Maritime
Car Dealers Accuse Customs Of Operating Two-Duty Regimes
The Nigerian Automobile Association has alleged that there are two different regimes of duties being collected from them by the Nigeria Customs Service, a situation it says is against the rules of the World Trade Organisation.
The group, in a statement on Wednesday, signed by its Secretary, Ademola Moshood, said this was discovered during one of the meetings between car dealers and the Customs held to address the allegations of smuggling levelled against them.
It said the two regimes of duties and the system of documentation were allowing corruption to thrive as well as causing distress to buyers of new vehicles in the country.
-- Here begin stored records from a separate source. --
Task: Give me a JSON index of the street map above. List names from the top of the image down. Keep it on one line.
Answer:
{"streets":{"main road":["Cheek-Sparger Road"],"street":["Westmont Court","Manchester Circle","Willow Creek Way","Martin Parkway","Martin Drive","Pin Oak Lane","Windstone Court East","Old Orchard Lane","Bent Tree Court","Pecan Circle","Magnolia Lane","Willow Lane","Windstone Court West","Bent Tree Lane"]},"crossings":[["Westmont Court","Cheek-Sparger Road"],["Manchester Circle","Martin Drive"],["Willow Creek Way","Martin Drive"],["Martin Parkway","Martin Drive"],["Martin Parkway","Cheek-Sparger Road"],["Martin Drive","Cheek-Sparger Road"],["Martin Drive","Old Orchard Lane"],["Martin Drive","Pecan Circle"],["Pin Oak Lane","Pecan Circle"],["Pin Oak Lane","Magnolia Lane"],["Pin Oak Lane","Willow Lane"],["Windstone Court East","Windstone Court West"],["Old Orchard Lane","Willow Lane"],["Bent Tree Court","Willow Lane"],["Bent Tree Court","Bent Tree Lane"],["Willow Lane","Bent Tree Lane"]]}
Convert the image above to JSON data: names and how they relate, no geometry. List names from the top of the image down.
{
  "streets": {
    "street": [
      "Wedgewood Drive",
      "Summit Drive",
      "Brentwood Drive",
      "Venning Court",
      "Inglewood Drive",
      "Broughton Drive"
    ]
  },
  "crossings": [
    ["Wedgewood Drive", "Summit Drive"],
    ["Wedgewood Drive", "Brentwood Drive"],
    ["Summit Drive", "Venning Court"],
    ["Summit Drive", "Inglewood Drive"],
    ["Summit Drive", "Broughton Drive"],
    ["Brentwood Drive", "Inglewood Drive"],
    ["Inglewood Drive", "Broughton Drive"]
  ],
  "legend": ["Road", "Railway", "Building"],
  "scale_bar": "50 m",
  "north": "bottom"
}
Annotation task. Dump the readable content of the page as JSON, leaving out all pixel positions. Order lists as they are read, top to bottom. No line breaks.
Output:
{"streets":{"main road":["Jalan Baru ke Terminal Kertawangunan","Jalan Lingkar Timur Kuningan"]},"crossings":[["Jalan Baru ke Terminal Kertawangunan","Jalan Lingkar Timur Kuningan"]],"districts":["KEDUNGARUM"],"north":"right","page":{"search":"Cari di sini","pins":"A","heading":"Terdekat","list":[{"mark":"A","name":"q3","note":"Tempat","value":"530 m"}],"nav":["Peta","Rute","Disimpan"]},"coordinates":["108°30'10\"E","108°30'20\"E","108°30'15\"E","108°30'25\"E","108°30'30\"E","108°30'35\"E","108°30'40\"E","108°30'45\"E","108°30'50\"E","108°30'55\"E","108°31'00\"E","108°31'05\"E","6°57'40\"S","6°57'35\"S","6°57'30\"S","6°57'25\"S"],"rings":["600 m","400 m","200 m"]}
The association recalled that on September 29 this year, members of the Comptroller-General of the Customs’ strike force and officers attached to the Federal Operations Unit, Zone ‘A’, Ikeja, Lagos stormed the Berger auto market and other major car dealers’ premises in Lagos in search of smuggled vehicles and sealed the auto markets.
It said this led to an engagement between some Customs officials and car dealers in the state.
“Subsequent meetings with the dealerships revealed that the government’s agency had a system of documentation and two regimes of duties that create a fertile environment for corruption to thrive within its fold to the distress of buyers of new vehicles in the country,” it said.
“The Customs duty system is whimsical because it is not based on any known indices and certainly not based on the World Trade Organisation’s, which applies only duties determined as Freight on Board,” it said.
The group stated that the price of a product sold by a manufacturer to a Nigerian buyer or any other country’s importer, also called FOB, was universal to every buyer of goods from the same manufacturer and could be used to calculate local duties in the destination country.
It said if the quoted cost of the FOB was different, it must have been on account of accessories in the vehicles.
It said dealers, who met with Customs officials after the September 29 shutdown, were shocked to find out that there were two sets of FOB in two different documents.
It explained that one of the documents, entitled ‘National Valuation Database for Imported Motor Vehicles 2014-2019’ was believed to be baseless, as the dealers claimed it was contrived based on the whim and caprice of the NCS.